Assessment Year : 2002-03

S. Ravindra Bhat And R.K. Gauba, JJ.

IT Appeal Nos. 767 & 796 Of 2014

January 13, 2015

JUDGMENT

S. Ravindra Bhat, J. – The revenue has preferred the present appeals against the impugned order of the Income Tax Appellate Tribunal (ITAT) Asstt. CIT v. Denso India Ltd. [2013] 33 taxmann.com 89/[2014] 64 SOT 191 (Delhi – Trib)(URO) dated 27.02.2013 in ITA No. 3014/Del./ 2009 (for Assessment Year 2002-03) and ITA No. 887/Del./2010 (for Assessment year 2003-04). It urges that the Court should consider the following substantial question of law:

“(1)Whether the Hon’ble ITAT is correct in confirming the order of Ld. CIT(A) to delete the addition made by the Assessing Officer on account of Royalty paid by the Assessee to its parent Company by treating the same as Capital in nature?

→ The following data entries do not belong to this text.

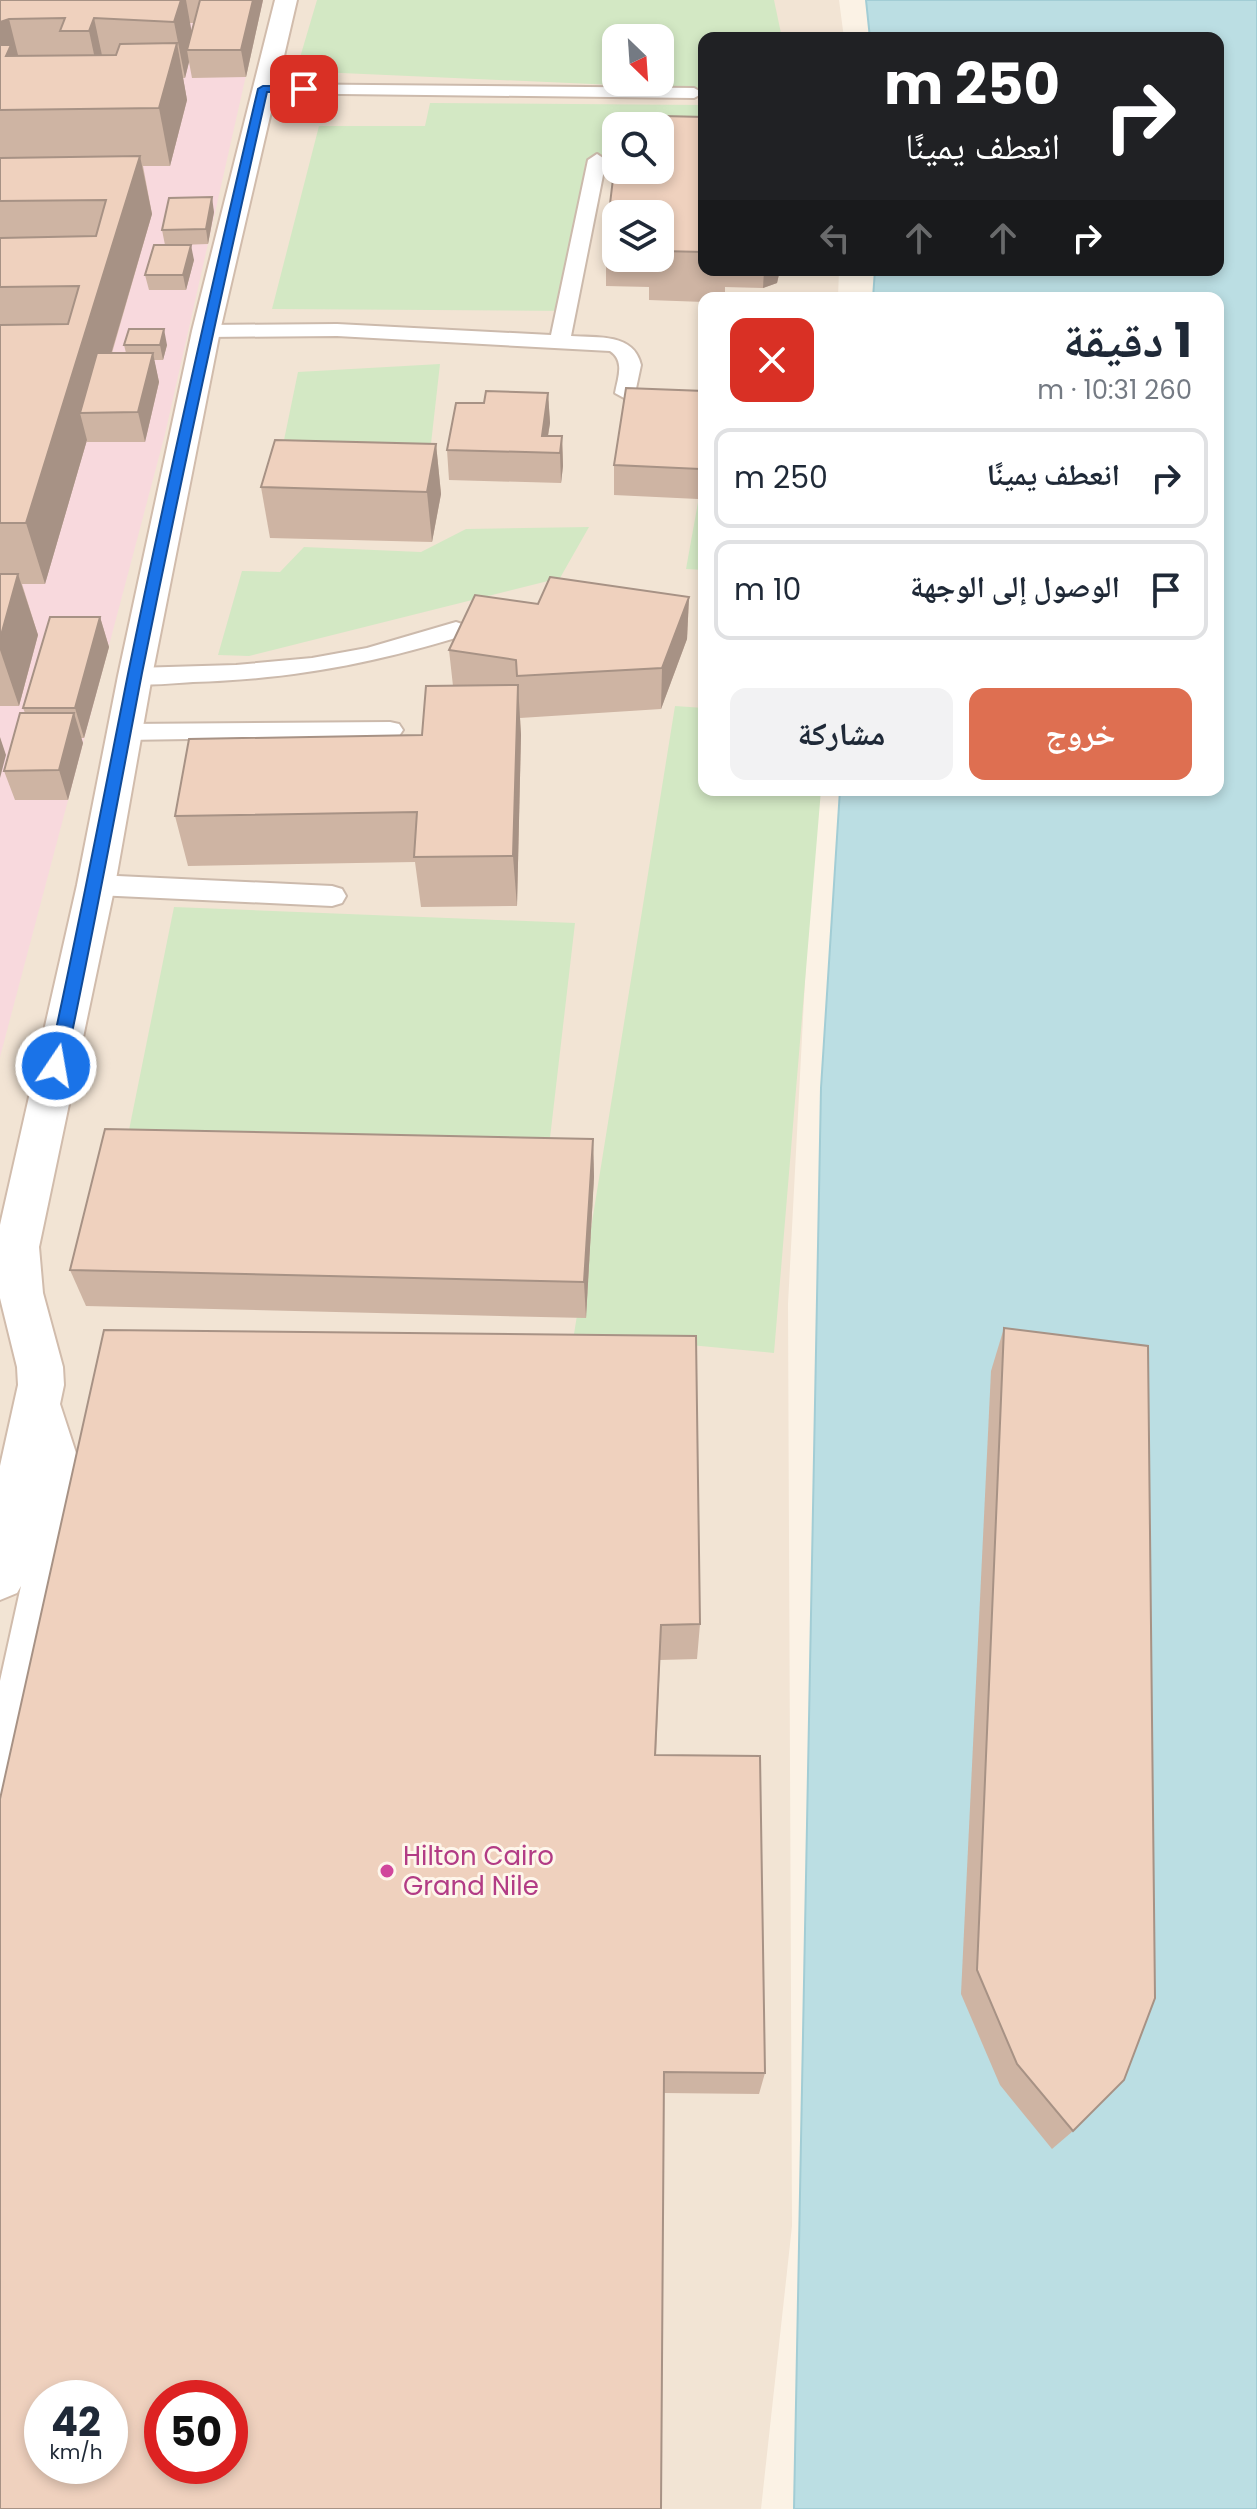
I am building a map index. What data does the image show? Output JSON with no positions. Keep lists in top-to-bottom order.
{
  "places": ["Hilton Cairo Grand Nile"],
  "north": "bottom right",
  "page": {
    "turn": ["250 m", "انعطف يمينًا"],
    "heading": ["1 دقيقة", "260 m · 10:31"],
    "list": [
      {
        "name": "انعطف يمينًا",
        "value": "250 m"
      },
      {
        "name": "الوصول إلى الوجهة",
        "value": "10 m"
      }
    ],
    "buttons": ["خروج", "مشاركة"],
    "speed": "42 km/h",
    "limit": "50"
  }
}
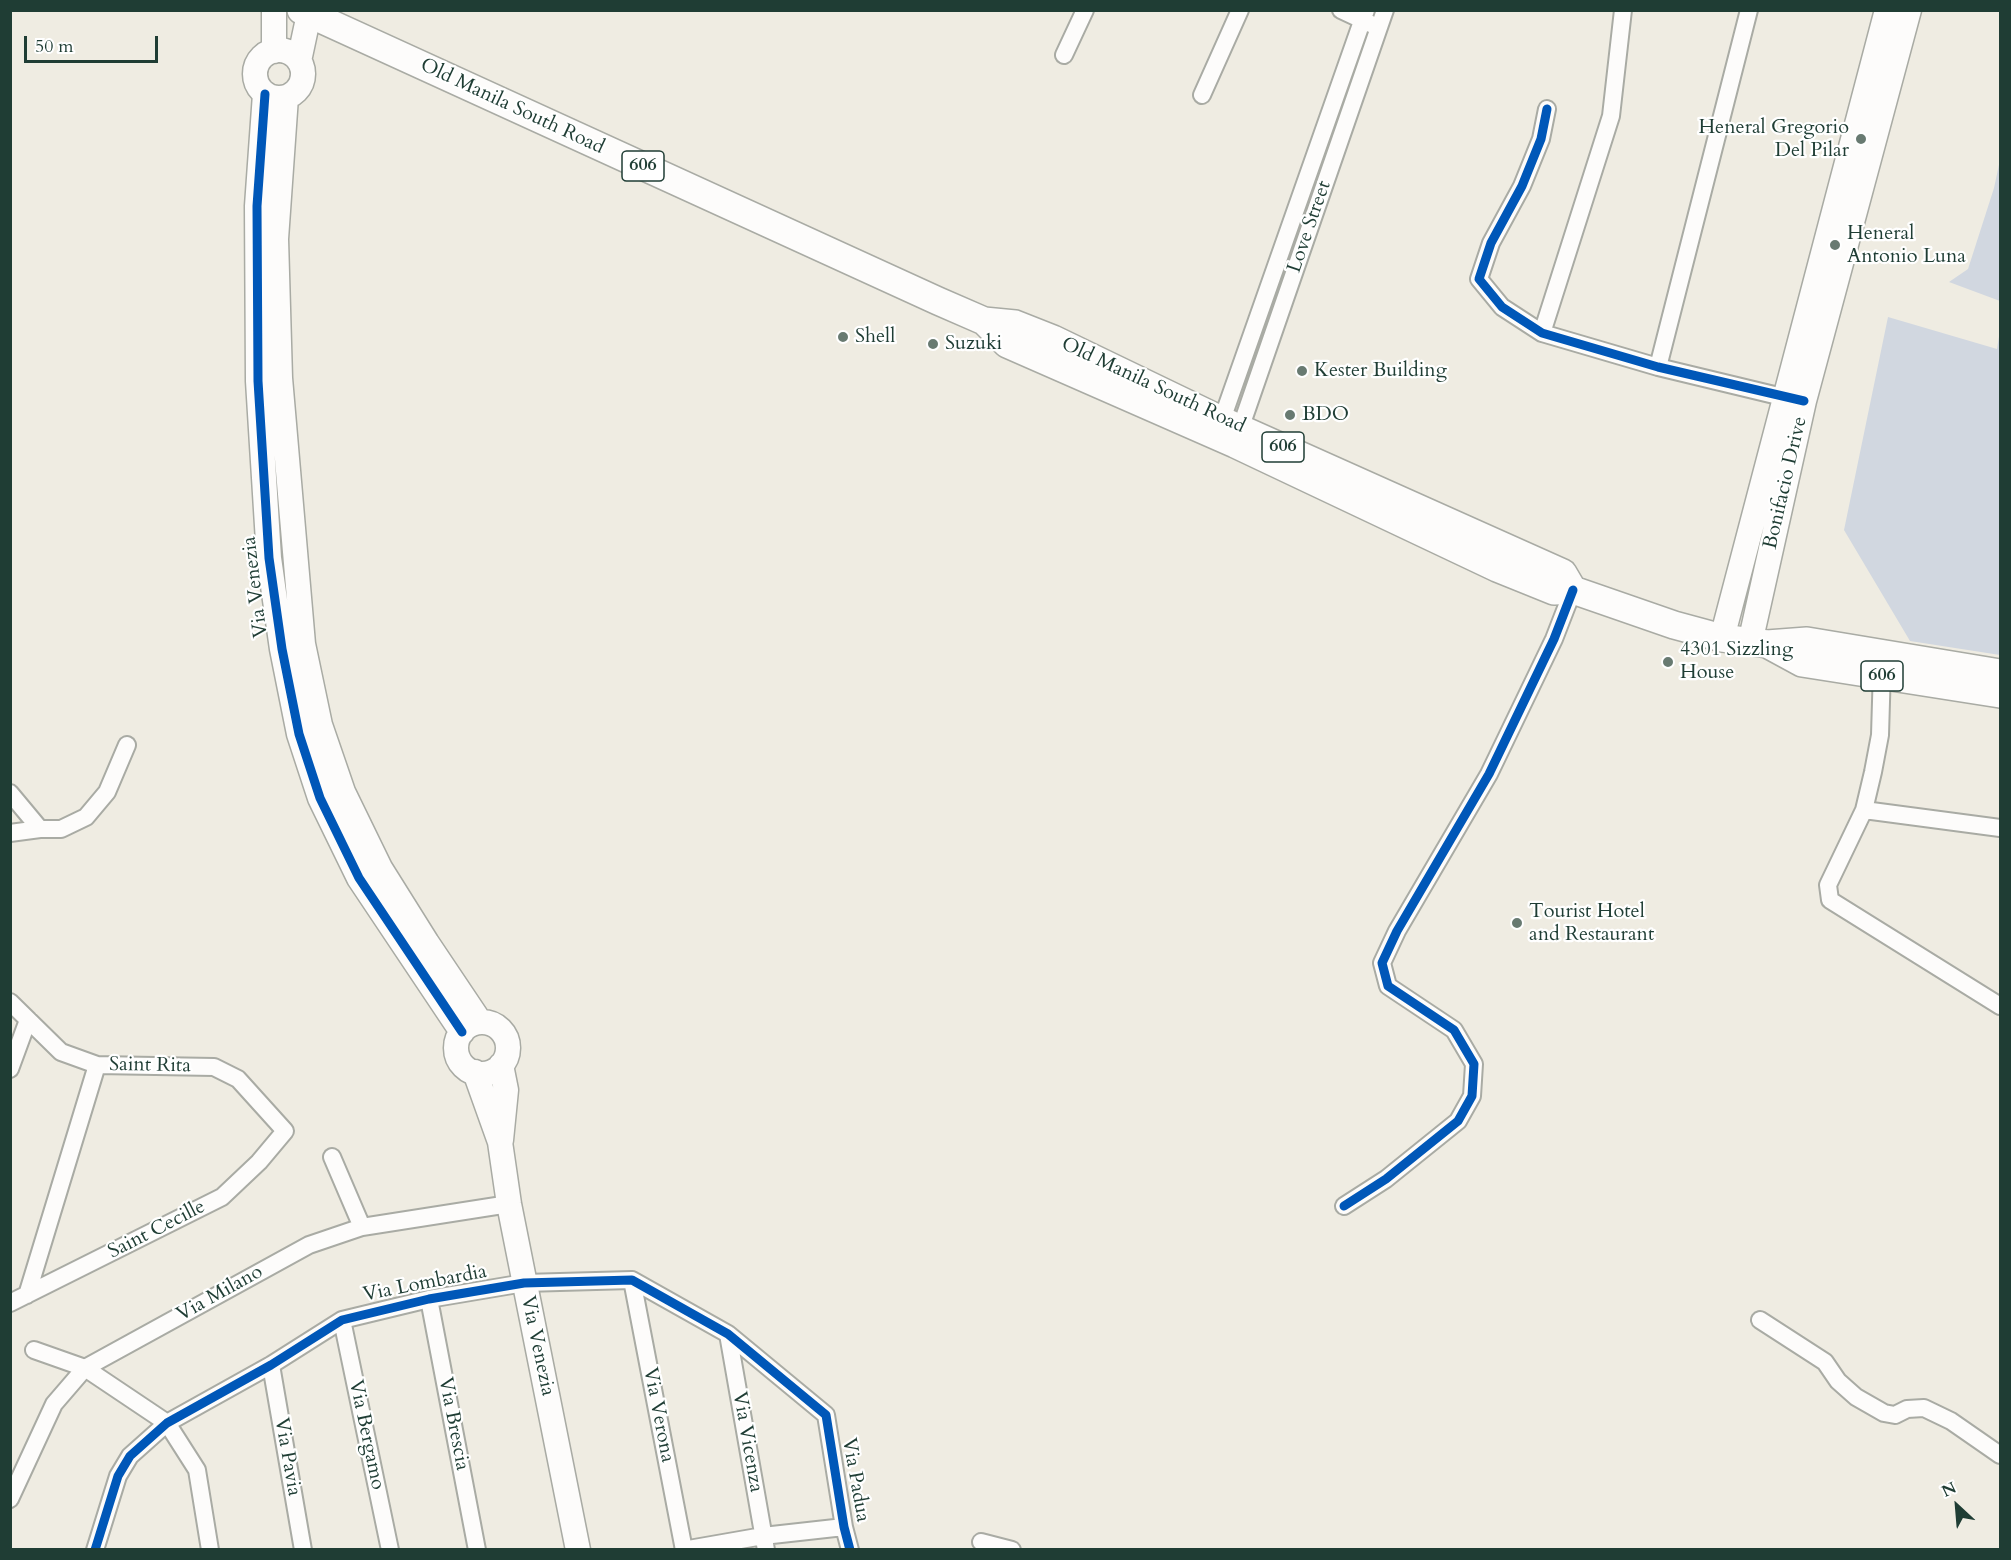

(2) Whether the Hon’ble ITAT is correct in deleting the Addition made by the Assessing Officer on Disallowance of the payment made to Denso Haryana for use of the intranet?

(3) Whether the Ld. ITAT was correct in deleting the disallowances of Expenditure paid to Denso Corporation, Japan for Technical Services & treating the same as Revenue Expenditure?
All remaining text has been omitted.